▶ _ACTIVITY_: Look through the entries that follow and count the lines with the word "read". The reply is that number alone.

▶ _RECORD EXCERPTS_:
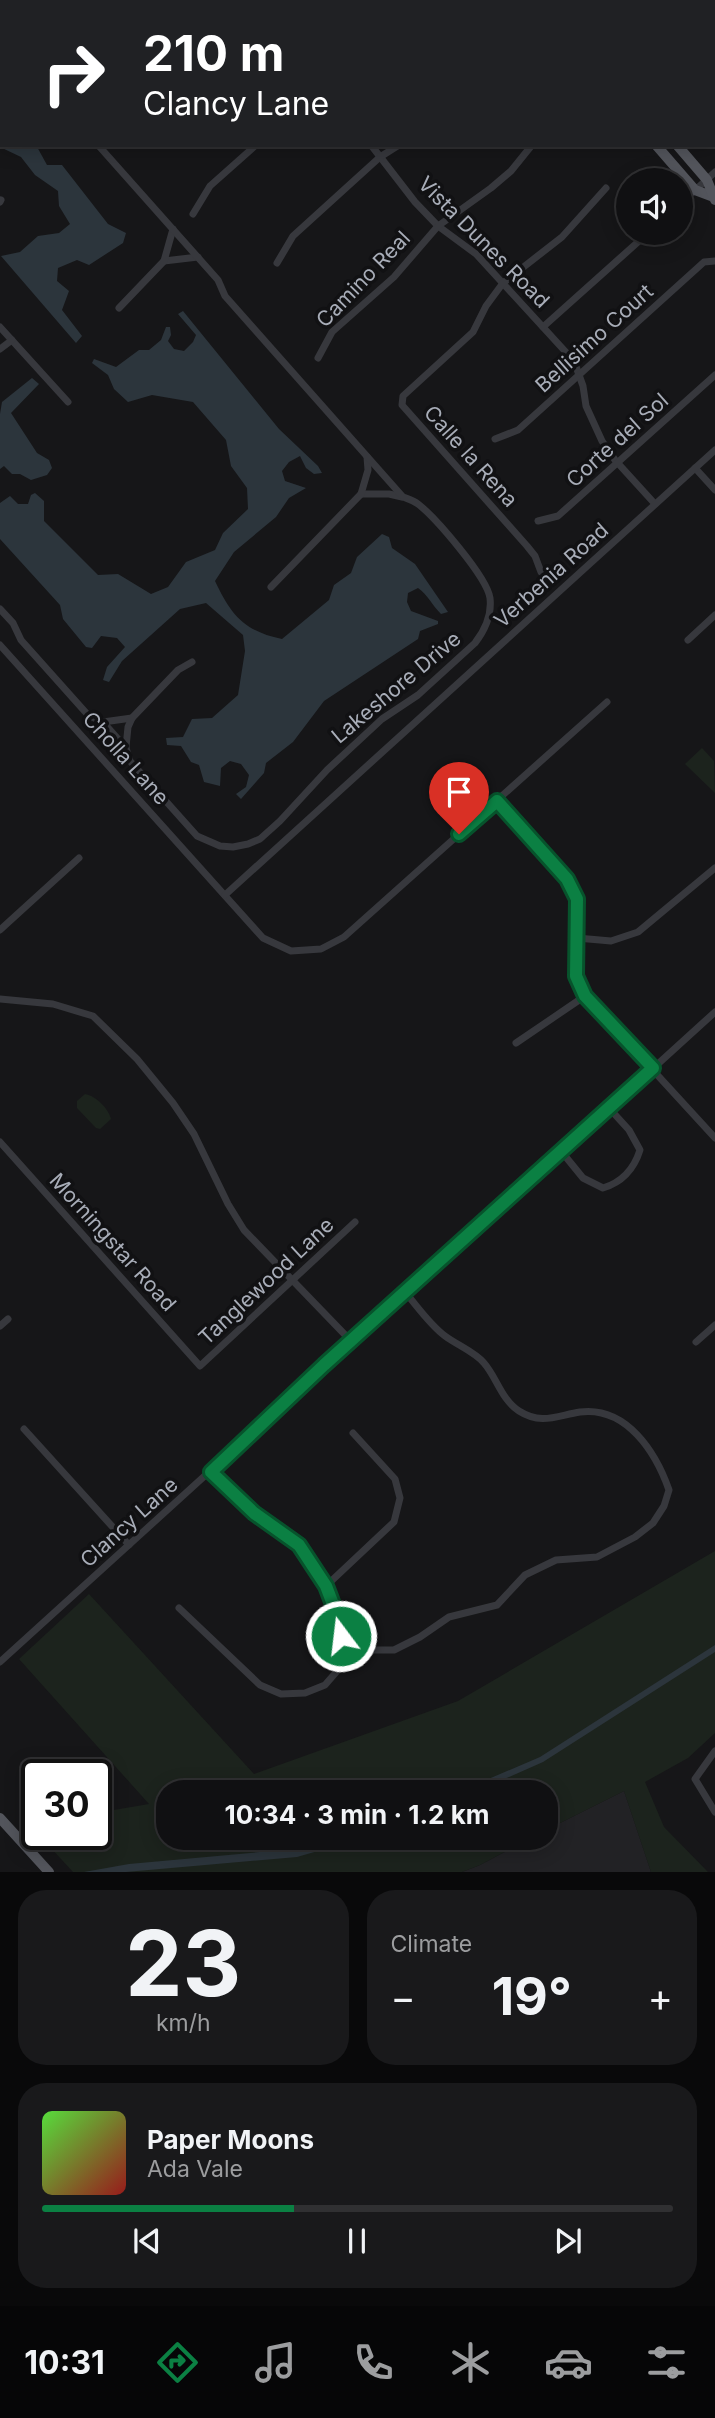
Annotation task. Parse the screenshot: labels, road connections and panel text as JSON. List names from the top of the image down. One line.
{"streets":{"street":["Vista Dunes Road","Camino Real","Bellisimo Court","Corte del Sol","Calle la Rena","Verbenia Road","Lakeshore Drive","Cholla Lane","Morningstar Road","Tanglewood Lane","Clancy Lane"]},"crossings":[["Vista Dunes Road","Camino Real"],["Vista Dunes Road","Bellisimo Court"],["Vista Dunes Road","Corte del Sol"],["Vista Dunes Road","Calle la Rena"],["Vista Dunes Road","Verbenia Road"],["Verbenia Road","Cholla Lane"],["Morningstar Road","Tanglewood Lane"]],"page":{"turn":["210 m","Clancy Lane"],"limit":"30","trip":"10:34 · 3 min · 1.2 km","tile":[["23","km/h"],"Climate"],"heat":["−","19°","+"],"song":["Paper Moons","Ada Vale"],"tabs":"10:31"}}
==
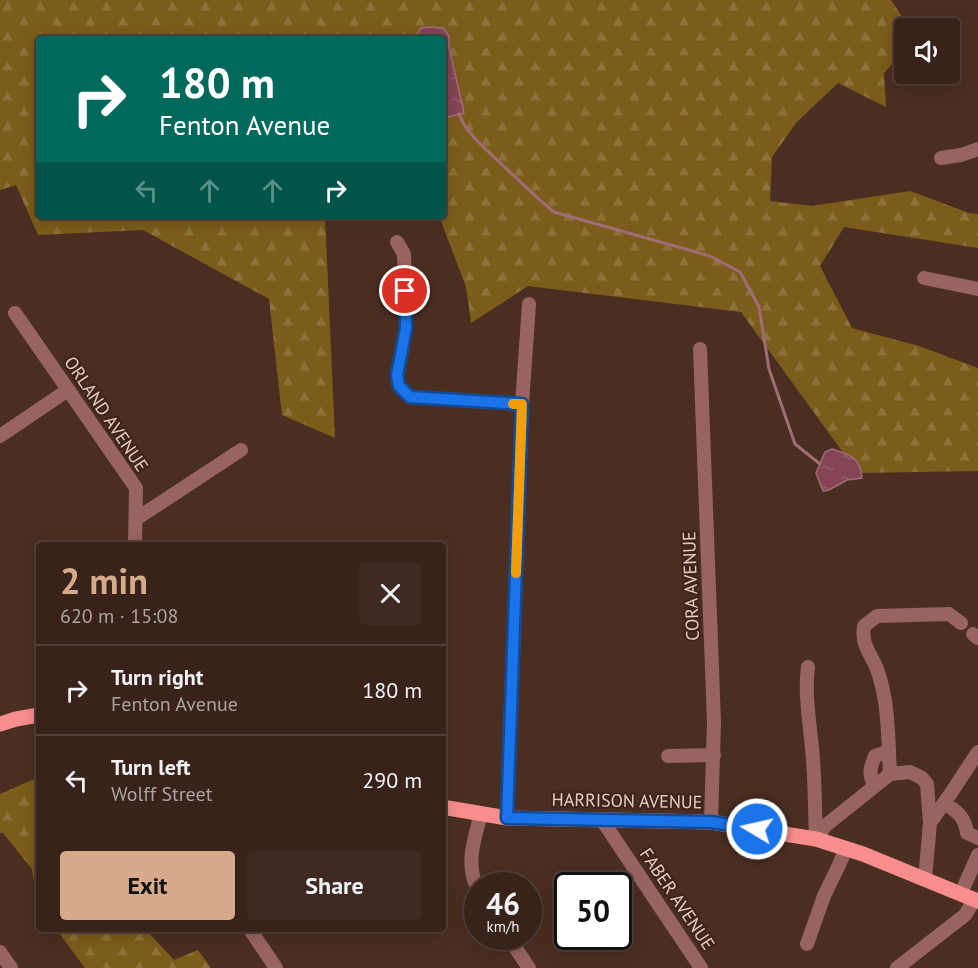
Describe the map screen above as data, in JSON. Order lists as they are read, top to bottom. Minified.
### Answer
---
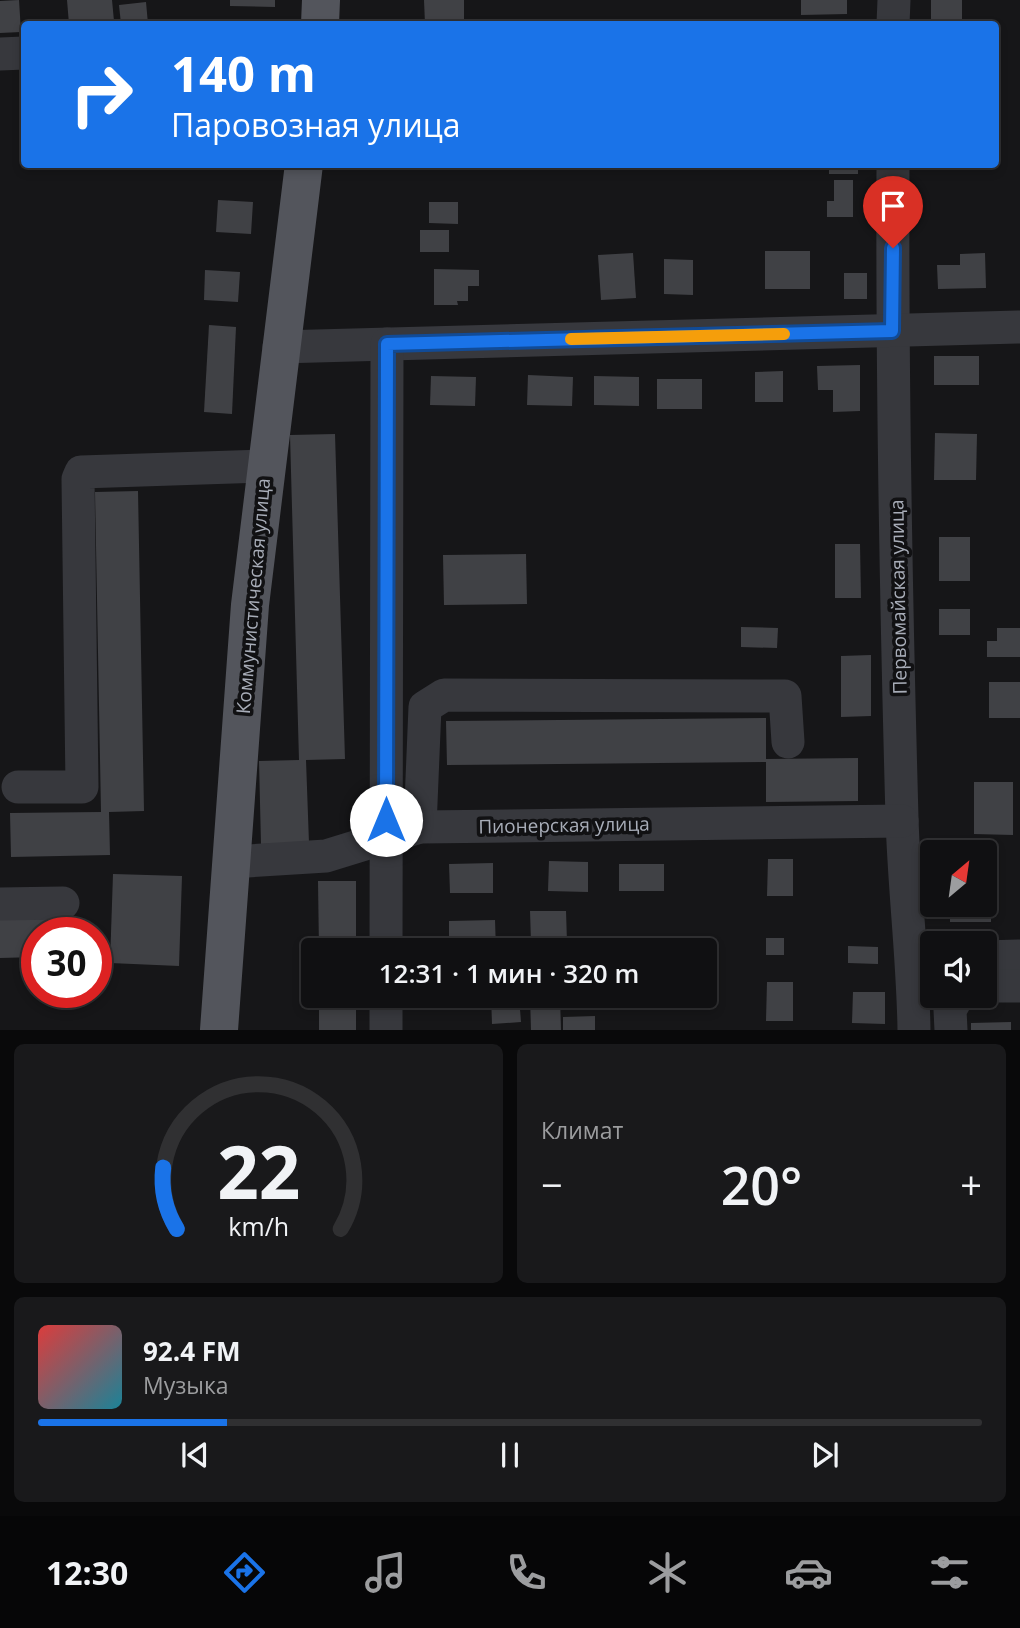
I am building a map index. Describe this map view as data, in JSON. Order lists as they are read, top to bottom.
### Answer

▶ _TASK OUTPUT_: 2